Best you dont say anything then Stevie!!!!! :boxing:

Jo xxx


----------



## SteveHall (Oct 17, 2008)

jojo said:


> Best you dont say anything then Stevie!!!!! :boxing:
> 
> Jo xxx


..absolutely. I will leave it to the past master himself to play with those few words in a "divertido" manner. ¡Me voy!


----------



## Buenosdiaspet (Feb 13, 2009)

Thanks for the support everyone!

In many ways it's obviously a lot harder being a veggie here than in the UK , but the range of fresh produce is better than I ever had in my previous life... got some fresh borlotti beans in the market at the weekend, now I just need to find a recipe for them!


----------



## SteveHall (Oct 17, 2008)

Feel free to add the link to my sites - I will be in Jávea soon you are most welcome to make me a vegetable risotto or Pizza 4 quesos. IF you believe Xtreme I scrounge coffees, so I may as well give credence to his fantasies.


----------



## Buenosdiaspet (Feb 13, 2009)

SteveHall said:


> Feel free to add the link to my sites - I will be in Jávea soon you are most welcome to make me a vegetable risotto or Pizza 4 quesos. IF you believe Xtreme I scrounge coffees, so I may as well give credence to his fantasies.
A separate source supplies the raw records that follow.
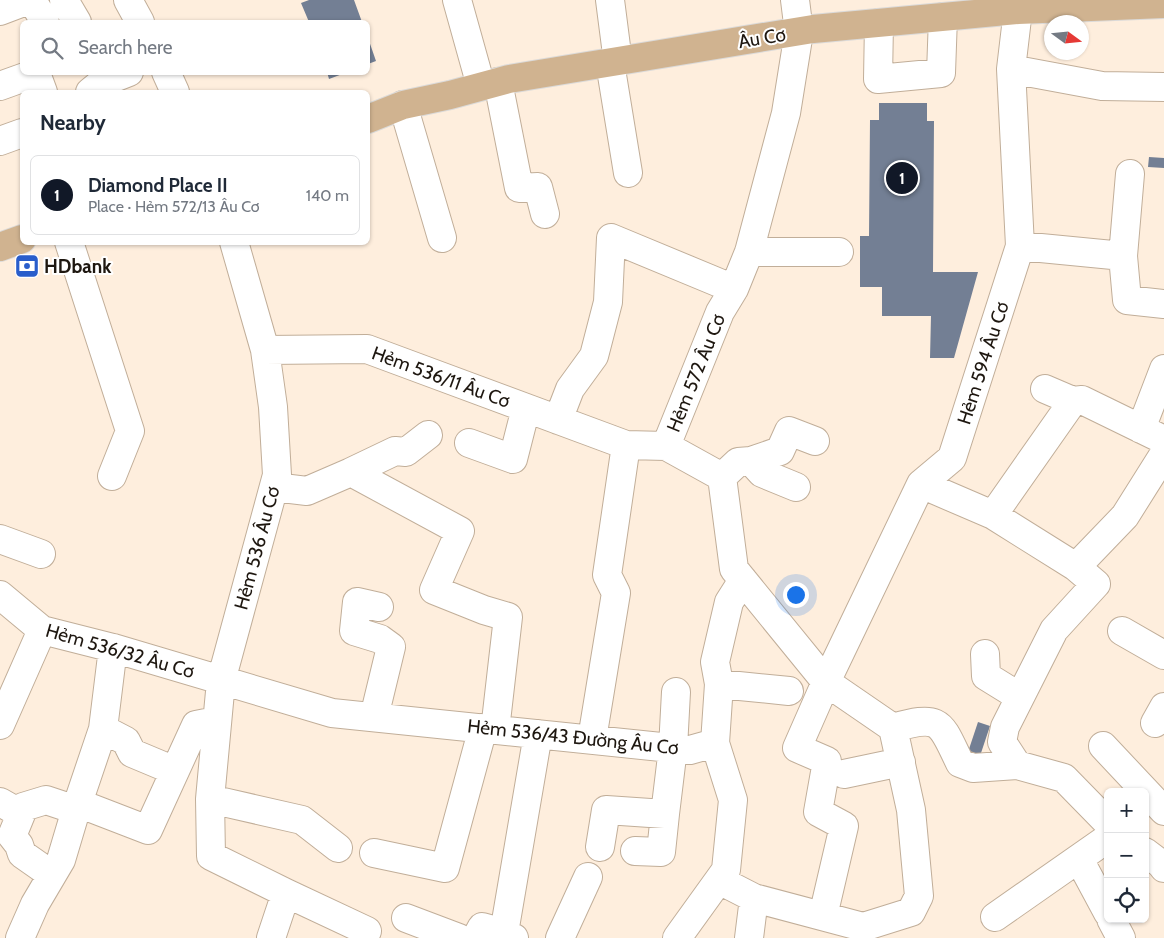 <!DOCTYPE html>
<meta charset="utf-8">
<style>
body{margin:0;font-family:Cabin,sans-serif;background:#f2f2f3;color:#1f2937}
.controls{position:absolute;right:15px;bottom:15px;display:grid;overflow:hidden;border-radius:8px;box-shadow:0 1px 4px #0004}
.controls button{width:45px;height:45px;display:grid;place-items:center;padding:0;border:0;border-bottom:1px solid #e0e1e3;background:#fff;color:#1f2937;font:25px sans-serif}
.compass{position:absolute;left:1044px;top:15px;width:45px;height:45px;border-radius:50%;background:#fff;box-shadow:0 1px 4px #0004;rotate:105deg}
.you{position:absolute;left:795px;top:594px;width:18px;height:18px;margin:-12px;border:4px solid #fff;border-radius:50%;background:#1a73e8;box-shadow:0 0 0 8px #1a73e833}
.badge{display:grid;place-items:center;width:32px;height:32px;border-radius:50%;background:#111827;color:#fff;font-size:16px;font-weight:700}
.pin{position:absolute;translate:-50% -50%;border:2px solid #fff;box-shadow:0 1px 5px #0006}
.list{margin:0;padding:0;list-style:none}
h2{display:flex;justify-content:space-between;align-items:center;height:65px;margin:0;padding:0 20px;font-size:21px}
h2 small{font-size:16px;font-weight:400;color:#747a83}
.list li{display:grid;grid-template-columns:32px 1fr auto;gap:15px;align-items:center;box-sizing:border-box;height:80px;margin:0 10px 10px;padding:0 10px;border:1px solid #e0e1e3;border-radius:8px}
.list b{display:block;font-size:19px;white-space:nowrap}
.list p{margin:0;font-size:16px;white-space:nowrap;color:#747a83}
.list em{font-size:16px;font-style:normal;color:#747a83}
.icon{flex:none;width:28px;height:28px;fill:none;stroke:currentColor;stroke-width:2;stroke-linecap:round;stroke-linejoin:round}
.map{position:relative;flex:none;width:1164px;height:938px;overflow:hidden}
.search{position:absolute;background:#fff;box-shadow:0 1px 4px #0004;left:20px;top:20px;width:350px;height:55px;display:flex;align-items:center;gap:12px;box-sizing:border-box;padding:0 18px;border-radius:8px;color:#747a83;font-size:19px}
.panel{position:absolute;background:#fff;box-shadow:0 1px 4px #0004;left:20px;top:90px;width:350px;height:155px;border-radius:8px}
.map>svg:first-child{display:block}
.building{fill:#737f94}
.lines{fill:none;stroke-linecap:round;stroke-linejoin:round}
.minor-casing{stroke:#c1ae99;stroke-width:30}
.major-casing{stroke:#dbdad9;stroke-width:30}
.minor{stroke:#fff;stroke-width:28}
.major{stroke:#d0b390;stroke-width:28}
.labels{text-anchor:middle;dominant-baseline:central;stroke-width:4;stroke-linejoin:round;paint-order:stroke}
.street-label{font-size:19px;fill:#1e1710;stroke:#fff}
.poi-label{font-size:19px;font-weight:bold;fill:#1e1710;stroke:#fff;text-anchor:start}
</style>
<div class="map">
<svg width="1164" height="938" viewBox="0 0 1164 938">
<rect width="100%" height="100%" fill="#feeedd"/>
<path class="building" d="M 309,0 L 354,0 L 362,22 L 309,22 L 301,3 Z
M 368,38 L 376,61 L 368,64 Z
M 327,72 L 345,72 L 345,73 L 329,79 Z
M 879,103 L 927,103 L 927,121 L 934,121 L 933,272 L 978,272 L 954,358 L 930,358 L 931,316 L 882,316 L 882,287 L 860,287 L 860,236 L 869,236 L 870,120 L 879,120 Z
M 1149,157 L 1164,158 L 1164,168 L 1148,167 Z
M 978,722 L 990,726 L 980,756 L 968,752 Z"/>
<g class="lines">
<defs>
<path id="minor" d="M 32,0 L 45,22
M 64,0 L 77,22
M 128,0 L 140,22
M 457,0 L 481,86
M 610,0 L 618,62
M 0,11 L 29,0
M 879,23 L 878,79 L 941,73 L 943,17
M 610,63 L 628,173
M 1011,69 L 1102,86 L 1164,87
M 166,72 L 175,92
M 498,82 L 519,188 L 538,187 L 545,214
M 0,86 L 36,73 L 43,92
M 90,92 L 101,83 L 129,72
M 403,105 L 442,238
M 0,141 L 22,133
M 69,242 L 130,431 L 112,476
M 234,242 L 265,350 L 273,407 L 277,475 L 221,681 L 210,799 L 211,856 L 286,893 L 367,931 L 364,938
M 1020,246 L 1123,256 L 1130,174
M 749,252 L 839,252
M 1123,256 L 1127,300 L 1164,304
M 265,350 L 367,349 L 626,445
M 1045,389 L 1073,401 L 1082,400 L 1164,440
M 558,420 L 570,389 L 594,356 L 608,302 L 611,238 L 734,289
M 1141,429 L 1164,369
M 469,443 L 513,459 L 526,408
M 666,446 L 722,477 L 734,569 L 826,682 L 797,748 L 827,761 L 818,812 L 844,826 L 823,916
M 751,461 L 762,473 L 796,487
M 351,472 L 395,451 L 406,452 L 428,435
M 722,477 L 738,462 L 751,461 L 780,451 L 789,431 L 815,441
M 921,484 L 993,515 L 1076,567 L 1096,584 L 1054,630 L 1005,727 L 1002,742 L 1017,765
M 274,487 L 307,491 L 351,472 L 460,531 L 434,590 L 484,610 L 508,617 L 495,730
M 993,515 L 1073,401
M 0,539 L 41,554
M 1076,567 L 1125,516 L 1164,454
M 0,595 L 42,630 L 113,648 L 332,713 L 690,750 L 715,743 L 733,800 L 726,870 L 677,938
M 1122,631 L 1164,655
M 985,654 L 986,676 L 1020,697
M 719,684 L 789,691
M 374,717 L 391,647 L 380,639 L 354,631 L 357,602 L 379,607
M 1155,723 L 1164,707
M 0,725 L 42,630
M 893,728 C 942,714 940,722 960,763 L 973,768 L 1017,765 L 1064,778 L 1108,823
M 103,729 L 126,741 L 132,753 L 175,771
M 592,739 L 616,593 L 607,575 L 626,445 L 666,446 L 720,312 L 734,289 L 749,252 L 786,113 L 799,32 L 795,0
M 715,743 L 719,684 L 715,662 L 729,602 L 743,580
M 1103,746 L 1164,811
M 844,774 L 901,762
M 210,799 L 302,820 L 338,848
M 0,802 L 21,814 L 12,836 L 19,845 L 22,854 L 52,875
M 78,803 L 148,830 L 196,725 L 216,721
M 21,814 L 23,807 L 46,800 L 76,810
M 600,847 L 606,810 L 665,814 L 673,748 L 676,692
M 635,851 L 661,852 L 665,814
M 1145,852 L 1161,864 L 1164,868
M 374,853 L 445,868 L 483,728
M 1079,859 L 1108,913
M 719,880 L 754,898 L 749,938
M 754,898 L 863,927 L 911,912 L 919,896 L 911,810 L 893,728 L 826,682 L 921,484 L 952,458 L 1020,246 L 1011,69 L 1018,10
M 995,917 L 1108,838
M 406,918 L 459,938
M 1111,919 L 1121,938
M 20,938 L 35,904 L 61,860 L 78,803 L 103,729 L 113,648
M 271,938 L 286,893
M 476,938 L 482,927 L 504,933
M 514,938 L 504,933 L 538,734
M 560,938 L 588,877"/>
<path id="major" d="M 368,119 L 403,105 L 450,95 L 509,79 L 813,29 L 1018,10 L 1164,4
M 0,247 L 22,239"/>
</defs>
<use href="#minor" class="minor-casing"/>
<use href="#major" class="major-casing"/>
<use href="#minor" class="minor"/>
<use href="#major" class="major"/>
</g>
<defs>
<symbol id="bank-square" viewBox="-11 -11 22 22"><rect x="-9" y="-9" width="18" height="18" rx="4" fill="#295dcb" stroke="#fff"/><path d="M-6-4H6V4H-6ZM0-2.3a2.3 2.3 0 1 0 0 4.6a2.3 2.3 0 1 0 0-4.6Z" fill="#fff"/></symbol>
</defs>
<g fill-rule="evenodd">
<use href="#bank-square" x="13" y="252" width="28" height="28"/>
</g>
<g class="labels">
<g class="street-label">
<text transform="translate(762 38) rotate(-9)">Âu Cơ</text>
<text transform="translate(983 363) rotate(-72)">Hẻm 594 Âu Cơ</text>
<text transform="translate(696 373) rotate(-68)">Hẻm 572 Âu Cơ</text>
<text transform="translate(441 377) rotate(20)">Hẻm 536/11 Âu Cơ</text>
<text transform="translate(257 548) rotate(-75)">Hẻm 536 Âu Cơ</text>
<text transform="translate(120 651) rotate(16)">Hẻm 536/32 Âu Cơ</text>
<text transform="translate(573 737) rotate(6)">Hẻm 536/43 Đường Âu Cơ</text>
</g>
<g class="poi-label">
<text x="44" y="266">HDbank</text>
</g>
</g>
</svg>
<div class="controls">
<button>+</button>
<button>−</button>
<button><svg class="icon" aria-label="locate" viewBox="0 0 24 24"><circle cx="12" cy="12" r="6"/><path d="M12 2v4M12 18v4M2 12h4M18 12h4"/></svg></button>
</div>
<svg class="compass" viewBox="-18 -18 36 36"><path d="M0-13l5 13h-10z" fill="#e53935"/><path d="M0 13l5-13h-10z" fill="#747a83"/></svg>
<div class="you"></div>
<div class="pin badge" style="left:902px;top:178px">1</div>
<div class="search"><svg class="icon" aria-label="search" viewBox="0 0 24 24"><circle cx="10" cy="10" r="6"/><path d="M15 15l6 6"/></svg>Search here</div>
<section class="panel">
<h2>Nearby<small></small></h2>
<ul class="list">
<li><span class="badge">1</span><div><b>Diamond Place II</b><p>Place · Hẻm 572/13 Âu Cơ</p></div><em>140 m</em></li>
</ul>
</section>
</div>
That's very kind of you Steve I will most certainly take you up on the chance to post the link.

If you are in Javea on the 26th we are going to have a fantastic evening at Sofias, far better than anything I could knock up - it's top-end price-wise but our first evening after the summer and a big treat, they are opening specially for the group and creating a one-off menu. We ate there in the spring and had awesome tapas - really showed what could be done on the veggie front with traditional Spanish flavours and ingredients,

But yeah outside of a dedicated veggie night, where would we be without Italian food? Thank god you can always get a decent pasta or pizza whereever you go!


----------



## SteveHall (Oct 17, 2008)

You are most welcome to the link. As you are in Jávea you can have a whole page in that section. Let me know. Sounds fun but sadly I will not be there until 5th /6th November. Hope to see you then.


----------



## XTreme (May 17, 2008)

jojo said:


> I'm pretty much a carnivore,


At the request of the man himself....I have no option other than to say.....

......_"So you like having the meat in your mouth then Jo?"_

I can dig it!


----------



## jojo (Sep 20, 2007)

XTreme said:


> At the request of the man himself....I have no option other than to say.....
> 
> ......_"So you like having the meat in your mouth then Jo?"_


Only if its skinned, sliced and well cooked!!!!!


Jo xxx


----------



## Hombre (Sep 10, 2009)

jojo said:


> Only if its skinned, sliced and well cooked!!!!!
> 
> 
> Jo xxx


OUCH !!!!:eyebrows:


----------